Seriously? This one should be $3.99 at most. Because every sale is just gravy on top of the gravy already poured on the money made off of the book over the last 13 years. Then again, Tor has been throwing around money on advances that would make Paul Manafort blush. But why should you the consumer have to pick up the tab for their poor business decision making?
No. The price of e-books are ridiculously out of whack. Most of my books – the ones that I have direct control over the pricing – run $2.99. The most expensive one you’ll find is $5.99 and that is an e-book containing ALL three Del Rio novels. So you are basically buying two books out of the series and getting the third one for free when you buy that one.
Those are fair prices, for both you the reader and me the author. I don’t expect you to pick up the tab for me to eat filet mignon and drink champagne every day. Many small publishers and Indie authors get this. They offer their e-books from as low as $0.99 on up to $4.99.
My upcoming six-book Timeless novella series will run $0.99 each for the e-books. Because they are aimed at younger readers I want them to be able to easily get them without breaking their parents’ bank accounts.
Sadly, not every publisher or author seems to care about the readers they are, in my opinion, fleecing like a flock of sheep.
For example, one Nick Mamatas – who claims to be a writer – released a new book the other day for $9.99 and promptly got taken to task by the very first reviewer to comment on his book’s Amazon page.
The reviewer made the point that the price tag for the work was well more than the reviewer considered appropriate and listed several other authors that the reviewer felt provided better content for a much fairer price.
That was it. No personal attack on the author, just a valid observation on a perceived lack of value in return for the amount spent on the product in question. Nick, reportedly, lost his shit. Wailing to the cosmos at large on his social media about how unfair this criticism was.
First, Nick violated the first rule of reviews for authors. Never respond to the negative reviews – aside from thanks for reading it. You never look good when you attack a reviewer for giving their honest opinion – whether you feel it is justified or not.
Second, maybe Nick should have taken a second or two to consider this from the reviewer’s point of view. Maybe this person has a limited budget to devote to their book buying.
With the same $10 bucks that person just dropped on your one book, they could buy three of mine and walk away with at least a dollar ($4 if they bought the All-in-one Del Rio series e-book) in their pocket. Getting more for less is always attractive, especially when the quality of the less costly product is the superior of the two.
So the question those of you charging $9 or more for one e-book is this: Why? You don’t have to. You really don’t.
Amazon pays a royalty of 70% or roughly $6.90 for every e-book copy sold. If you are an Indie author, you’d get the full amount. A publisher like Tor gets the full amount and pays the author a percentage out of that royalty. It doesn’t take many sales for that to add up to a large chunk of cheddar.
At $2.99 each, as I am full-Indie, I get about $2 a book. And that’s just fine for me.
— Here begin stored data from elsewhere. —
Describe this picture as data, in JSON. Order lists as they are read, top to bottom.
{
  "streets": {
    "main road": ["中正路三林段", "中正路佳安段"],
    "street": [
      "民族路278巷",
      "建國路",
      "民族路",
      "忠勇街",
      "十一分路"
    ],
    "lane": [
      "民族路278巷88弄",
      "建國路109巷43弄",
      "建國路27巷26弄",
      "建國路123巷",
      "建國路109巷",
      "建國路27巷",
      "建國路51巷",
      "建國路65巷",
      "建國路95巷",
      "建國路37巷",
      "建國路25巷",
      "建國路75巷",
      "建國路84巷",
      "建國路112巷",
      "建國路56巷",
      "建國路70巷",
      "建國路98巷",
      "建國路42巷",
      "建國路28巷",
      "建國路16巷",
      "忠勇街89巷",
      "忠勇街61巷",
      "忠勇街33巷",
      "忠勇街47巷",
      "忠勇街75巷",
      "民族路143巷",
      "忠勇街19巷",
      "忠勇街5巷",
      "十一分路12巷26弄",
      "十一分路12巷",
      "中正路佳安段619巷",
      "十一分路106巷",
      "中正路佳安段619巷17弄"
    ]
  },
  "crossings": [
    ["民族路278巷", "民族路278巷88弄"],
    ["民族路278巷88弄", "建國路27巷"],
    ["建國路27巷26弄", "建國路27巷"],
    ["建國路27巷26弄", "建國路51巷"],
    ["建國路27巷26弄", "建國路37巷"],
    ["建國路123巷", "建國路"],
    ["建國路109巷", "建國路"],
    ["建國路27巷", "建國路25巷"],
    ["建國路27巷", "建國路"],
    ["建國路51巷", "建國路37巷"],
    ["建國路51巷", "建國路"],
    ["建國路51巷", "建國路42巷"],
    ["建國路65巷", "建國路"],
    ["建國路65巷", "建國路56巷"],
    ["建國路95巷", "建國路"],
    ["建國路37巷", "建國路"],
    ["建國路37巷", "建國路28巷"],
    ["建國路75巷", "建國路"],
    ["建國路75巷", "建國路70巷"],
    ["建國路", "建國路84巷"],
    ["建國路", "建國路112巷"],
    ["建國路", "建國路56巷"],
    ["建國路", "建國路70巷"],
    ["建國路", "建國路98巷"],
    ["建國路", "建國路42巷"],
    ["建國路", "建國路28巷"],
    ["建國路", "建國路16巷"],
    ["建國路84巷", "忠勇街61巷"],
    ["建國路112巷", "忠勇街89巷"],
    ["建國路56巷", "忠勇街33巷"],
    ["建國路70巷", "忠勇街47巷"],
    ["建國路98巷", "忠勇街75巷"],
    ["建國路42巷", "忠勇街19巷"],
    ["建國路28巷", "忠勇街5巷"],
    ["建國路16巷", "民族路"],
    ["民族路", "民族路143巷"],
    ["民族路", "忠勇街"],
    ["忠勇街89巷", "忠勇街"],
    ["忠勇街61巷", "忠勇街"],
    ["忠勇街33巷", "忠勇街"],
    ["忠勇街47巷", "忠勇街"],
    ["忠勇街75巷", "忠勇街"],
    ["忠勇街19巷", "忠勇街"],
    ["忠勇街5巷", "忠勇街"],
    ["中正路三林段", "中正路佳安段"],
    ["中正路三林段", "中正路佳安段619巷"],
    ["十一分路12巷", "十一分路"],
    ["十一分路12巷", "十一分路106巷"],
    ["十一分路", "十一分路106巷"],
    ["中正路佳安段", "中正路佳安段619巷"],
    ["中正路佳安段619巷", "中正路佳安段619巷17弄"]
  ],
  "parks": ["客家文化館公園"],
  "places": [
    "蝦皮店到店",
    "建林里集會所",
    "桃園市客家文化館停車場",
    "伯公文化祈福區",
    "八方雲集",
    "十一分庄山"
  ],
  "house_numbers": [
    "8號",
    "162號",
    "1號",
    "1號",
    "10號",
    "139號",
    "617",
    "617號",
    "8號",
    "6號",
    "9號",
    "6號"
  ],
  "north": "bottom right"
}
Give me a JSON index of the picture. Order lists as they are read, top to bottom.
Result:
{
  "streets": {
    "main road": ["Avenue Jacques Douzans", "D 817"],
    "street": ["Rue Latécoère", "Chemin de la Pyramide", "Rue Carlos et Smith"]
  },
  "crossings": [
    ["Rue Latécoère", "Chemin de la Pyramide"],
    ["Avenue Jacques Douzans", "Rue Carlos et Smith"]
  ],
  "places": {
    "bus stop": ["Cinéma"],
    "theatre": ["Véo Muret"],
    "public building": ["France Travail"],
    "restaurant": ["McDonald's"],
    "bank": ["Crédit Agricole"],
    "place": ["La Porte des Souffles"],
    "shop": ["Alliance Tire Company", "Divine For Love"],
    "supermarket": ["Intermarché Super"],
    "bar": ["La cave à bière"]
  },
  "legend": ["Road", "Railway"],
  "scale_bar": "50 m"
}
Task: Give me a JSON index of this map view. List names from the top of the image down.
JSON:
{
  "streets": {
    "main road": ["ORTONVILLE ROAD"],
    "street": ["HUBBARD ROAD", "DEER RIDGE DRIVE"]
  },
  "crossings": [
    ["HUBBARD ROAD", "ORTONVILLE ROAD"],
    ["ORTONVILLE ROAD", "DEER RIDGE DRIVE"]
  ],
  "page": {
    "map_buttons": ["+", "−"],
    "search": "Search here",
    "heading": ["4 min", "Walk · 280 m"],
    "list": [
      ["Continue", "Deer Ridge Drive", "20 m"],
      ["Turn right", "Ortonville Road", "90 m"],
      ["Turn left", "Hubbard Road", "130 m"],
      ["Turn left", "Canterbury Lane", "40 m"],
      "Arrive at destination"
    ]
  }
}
Better yet, my readers get a great story and have some money left over. Say, to buy a coffee at Starbucks (or your local equivalent of Scooters) to sip while they are reading one of my books, perhaps?
So what do you say Nick? Tor? All of the other larger presses overcharging for something that you can’t even hold in your hand by itself? What say you all?
Let’s bring those sky-high e-book prices back down to Earth and give the readers out there more for their money. Before we price our readers out of the market.
Because without them we have nothing.